Being Barack Obama II

This afternoon I had a meeting with a prominent businessman and councilman of a local government who is 88 years young. He is quick, passionate, loving, and intelligent. He is in many regards my hero. After we were well into our meeting, the conversation turned to politics. I expressed my enthusiasm for Barack, which he did not share. He is a veteran who served stateside in WWII and lost relatives in the Holocaust.

Listening to him, I got the distinct impression that he did not appreciate Barack's appeal to the masses. He did not appreciate the fact that many were drawn to his message that has little to do with swooning faint-hearted women, though many such women swooned for Clinton too, but rarely -- if ever -- for McCain. In this case, he would be the best candidate. Not! (Though, I’m very respectful of his past service to our beloved ever increasing unified country, the United States of America.)

Now, my councilman is a diehard liberal who serves his largely affluent African American constituency with honor and distinction and works tirelessly for the poor and downtrodden. But the past of another speaker that galvanized a country for evil seemed to loom large in our discussion, though the name was never mentioned. My beloved councilman was very “leery” of Barack. “I was for Hillary, he said. “You will see in time that you have made a mistake,” he warned. I respectfully disagreed in silence, seeing clearly what appeared to me to be a distrust of the past and not the present.

As we spoke I was reminded of another discussion that I had with one of my favorite professors of philosophy who, did not serve in WWII, but whose grandfather had escaped the Holocaust. He too had a great aversion to eloquent passionate men of power and distinction that drew masses of people. As a matter of fact, he had some concerns about Martin Luther King and his ability to draw crowds, though he appreciated his message.

To seek to squelch a leader (this may very well be a lost cause in Barack’s case as he is so universal) because of his passion and eloquence, because he has both the power and humility (the latter is very much lacking in dictators or egotists) to ignite the people to bring about change does not guarantee a repeat of historical atrocities. Communication and openness might. Though, I shudder to think of the holocausts that have happened since and are happening right now in other parts of the world.

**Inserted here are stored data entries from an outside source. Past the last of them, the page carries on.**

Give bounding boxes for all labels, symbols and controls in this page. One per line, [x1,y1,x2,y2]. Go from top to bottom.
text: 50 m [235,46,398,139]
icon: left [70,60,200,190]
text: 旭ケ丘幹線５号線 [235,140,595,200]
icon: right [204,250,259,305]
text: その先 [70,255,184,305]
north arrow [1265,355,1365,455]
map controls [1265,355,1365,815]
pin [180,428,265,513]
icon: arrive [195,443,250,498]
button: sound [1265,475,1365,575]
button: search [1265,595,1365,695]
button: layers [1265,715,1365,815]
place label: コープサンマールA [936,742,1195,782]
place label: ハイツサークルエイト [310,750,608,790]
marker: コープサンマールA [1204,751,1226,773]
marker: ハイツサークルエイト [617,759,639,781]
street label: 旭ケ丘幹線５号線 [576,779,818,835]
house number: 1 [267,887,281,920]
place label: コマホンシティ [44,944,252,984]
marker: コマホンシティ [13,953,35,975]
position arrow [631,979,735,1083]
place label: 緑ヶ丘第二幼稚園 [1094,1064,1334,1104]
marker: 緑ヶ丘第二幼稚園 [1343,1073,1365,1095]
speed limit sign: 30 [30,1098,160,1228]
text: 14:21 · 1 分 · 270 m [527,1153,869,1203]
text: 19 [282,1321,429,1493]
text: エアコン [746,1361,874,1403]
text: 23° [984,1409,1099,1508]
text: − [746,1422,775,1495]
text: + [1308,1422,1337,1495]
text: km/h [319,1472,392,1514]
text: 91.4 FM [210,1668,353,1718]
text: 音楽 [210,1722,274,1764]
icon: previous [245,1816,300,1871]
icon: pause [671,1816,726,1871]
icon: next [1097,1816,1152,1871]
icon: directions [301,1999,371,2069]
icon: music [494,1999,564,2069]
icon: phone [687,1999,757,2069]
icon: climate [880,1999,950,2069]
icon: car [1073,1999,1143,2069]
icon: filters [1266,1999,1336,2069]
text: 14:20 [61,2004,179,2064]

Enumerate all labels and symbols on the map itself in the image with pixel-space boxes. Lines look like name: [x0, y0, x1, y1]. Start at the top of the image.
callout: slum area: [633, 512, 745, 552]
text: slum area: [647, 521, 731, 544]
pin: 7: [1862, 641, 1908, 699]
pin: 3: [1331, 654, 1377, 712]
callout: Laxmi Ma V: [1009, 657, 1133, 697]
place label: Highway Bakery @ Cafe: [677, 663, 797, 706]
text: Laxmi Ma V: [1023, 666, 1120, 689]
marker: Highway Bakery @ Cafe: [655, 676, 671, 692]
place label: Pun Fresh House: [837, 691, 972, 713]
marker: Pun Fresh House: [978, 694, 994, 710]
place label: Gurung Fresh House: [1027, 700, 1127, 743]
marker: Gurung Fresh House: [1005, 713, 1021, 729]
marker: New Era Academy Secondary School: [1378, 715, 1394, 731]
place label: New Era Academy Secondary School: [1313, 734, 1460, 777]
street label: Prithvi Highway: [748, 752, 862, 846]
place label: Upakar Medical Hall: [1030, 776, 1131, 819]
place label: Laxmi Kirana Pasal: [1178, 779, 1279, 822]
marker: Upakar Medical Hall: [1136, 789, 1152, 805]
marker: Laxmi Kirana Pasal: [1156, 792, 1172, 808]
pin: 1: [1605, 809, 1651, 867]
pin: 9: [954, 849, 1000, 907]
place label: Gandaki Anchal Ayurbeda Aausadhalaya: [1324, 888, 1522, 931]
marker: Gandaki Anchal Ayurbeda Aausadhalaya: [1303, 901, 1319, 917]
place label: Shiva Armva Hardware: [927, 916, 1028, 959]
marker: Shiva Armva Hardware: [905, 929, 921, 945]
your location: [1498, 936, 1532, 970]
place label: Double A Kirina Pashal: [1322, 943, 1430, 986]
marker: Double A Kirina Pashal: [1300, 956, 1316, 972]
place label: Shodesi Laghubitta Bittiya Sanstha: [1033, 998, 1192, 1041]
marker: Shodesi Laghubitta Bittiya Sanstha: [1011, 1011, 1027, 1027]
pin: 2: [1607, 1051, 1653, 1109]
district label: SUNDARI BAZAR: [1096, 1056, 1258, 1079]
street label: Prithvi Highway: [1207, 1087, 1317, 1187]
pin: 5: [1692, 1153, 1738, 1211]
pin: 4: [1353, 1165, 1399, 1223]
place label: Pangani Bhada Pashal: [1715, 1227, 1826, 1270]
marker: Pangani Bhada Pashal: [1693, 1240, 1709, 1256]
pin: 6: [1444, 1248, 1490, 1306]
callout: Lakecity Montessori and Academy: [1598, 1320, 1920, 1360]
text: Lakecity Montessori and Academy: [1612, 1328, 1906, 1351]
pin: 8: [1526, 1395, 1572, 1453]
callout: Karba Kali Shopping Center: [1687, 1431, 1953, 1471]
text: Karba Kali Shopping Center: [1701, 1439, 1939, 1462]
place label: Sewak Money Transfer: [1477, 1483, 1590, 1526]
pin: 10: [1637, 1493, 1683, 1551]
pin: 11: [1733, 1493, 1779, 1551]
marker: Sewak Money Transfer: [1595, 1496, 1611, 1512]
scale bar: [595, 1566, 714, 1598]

There would have been no Martin Luther King, no John and Robert Kennedy, no Barbara Jordan (a personal favorite), if we sought to shut down these great orators and igniters of passion. I think it was Tom Peters who said that we should not even speak unless our intentions are to change the world. Without passion, it is virtually impossible to change anything or anyone. What then would we be? Unchanged.

2 comments:

John O'Leary said...

Geez, its a head-scratcher when someone's visionary eloquence is held AGAINST him. Certainly SOME aspect of leadership is correlated to one's ability to articulate a direction and inspire people to follow.

judith ellis said...

No doubt, John! There is most certainly an aspect of eloquence and vision in leadership. Without such, we fumble along, direction-less.